RSPCA Senior Policy Officer Dr Jed Goodfellow said the reports were further evidence of the systemic compliance issues in the nation.

“It is clear that exporters are still struggling to maintain the integrity of supply chains in Vietnam,” he said.

“Most worrying is the revelation that the supply chain breaches are intentional, with multiple reports of abattoir and feedlot workers tampering with CCTV systems and showing open hostility toward in-market export staff,

These reports are just the latest in a horrifying history of incidents in the region, with brutal sledgehammering of Australian cattle reported in 2013, 2015, and again in 2016,

“Vietnam receives one third of the volume of cattle that Indonesia does yet it has more than three times the number of ESCAS non-compliances,

“No other market comes close to the level of ESCAS non-compliance found in Vietnam,

“This situation now demands an urgent response from both government and industry,

“The Government has got to stop looking at these breaches in isolation and start looking at the market as a whole – clearly there are continuing and systemic issues at play,

“Local acceptance of ESCAS arrangements remains a serious obstacle to supply chain control and there are strong incentives for leakage of animals into the northern provinces of Vietnam and into China,

RSPCA Australia is calling on the Australian Government to initiate an immediate and urgent review of ESCAS arrangements within the country.

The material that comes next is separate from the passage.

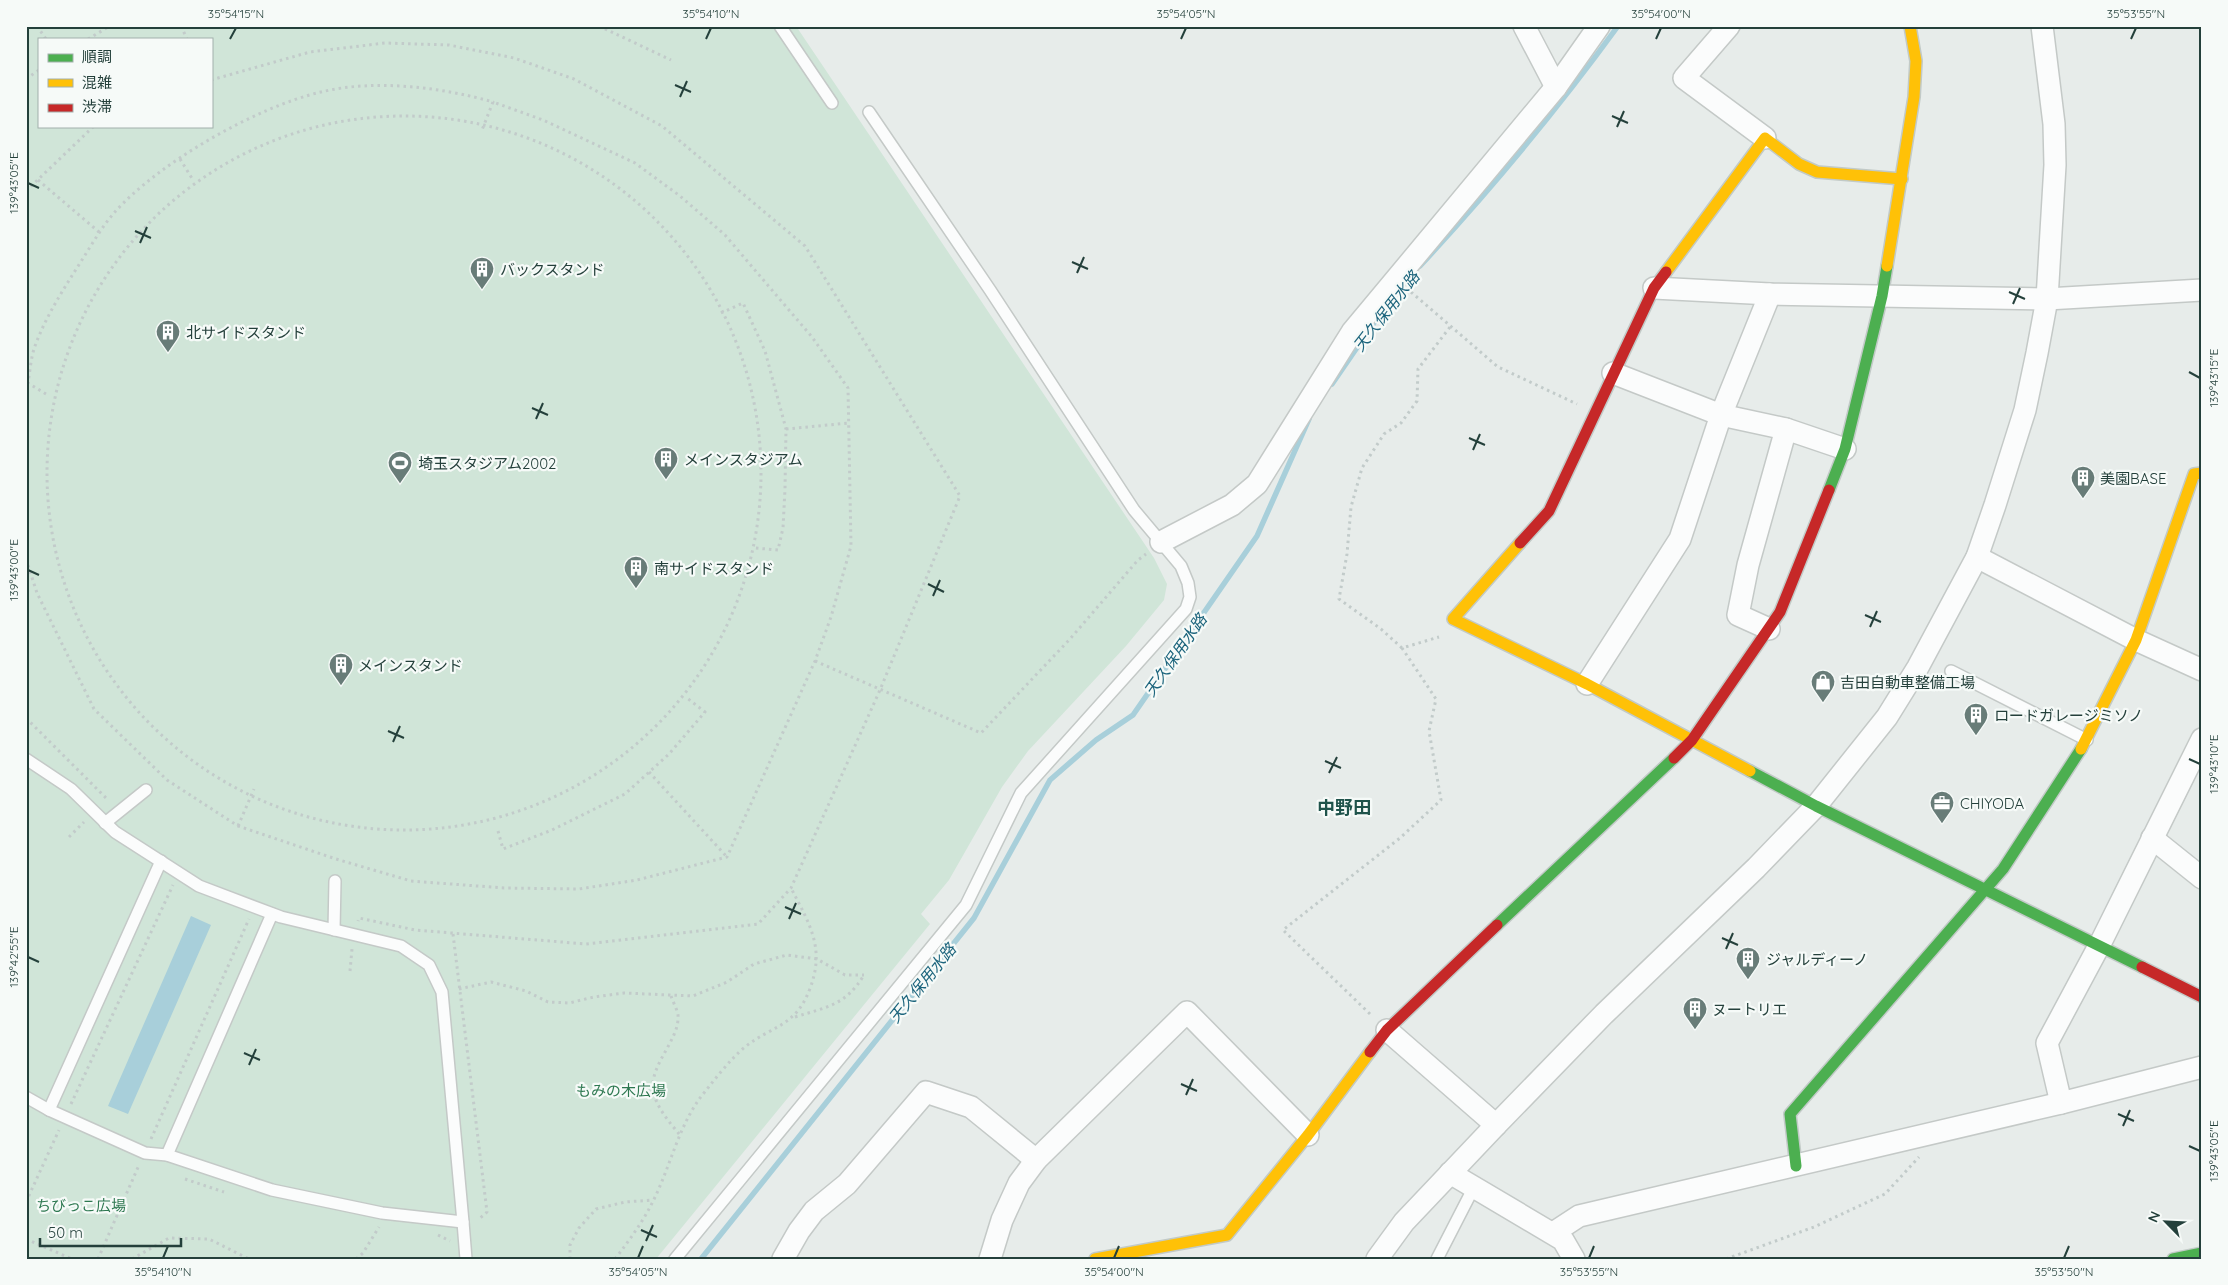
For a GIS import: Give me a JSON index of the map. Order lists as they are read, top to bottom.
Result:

“The live export industry has had six years to get supply chains under control in Vietnam and it’s now clear they cannot get them under control,

“We cannot sit back and wait for them to conduct yet another one of their own reviews, or wait to see the evidence of failure from the next round of non-compliance reports,

“They’ve been marking their own homework long enough.

“There has never been more public scrutiny of the live export trade than there is now.

“It is high time the Government stepped in to uphold its own regulations, starting with the appointment of an independent review panel.

The most recent Regulatory Performance Report released by the Department of Agriculture last week details three separate incidents of non-compliance within the country involving 1,676 Australian cattle.

Findings of critical non-compliance were recorded against both Livestock Shipping Services and Purcell Bros Pty Ltd, and one finding of major non-compliance was recorded against North Australian Cattle Company Pty Ltd and International Livestock Exports Pty Ltd.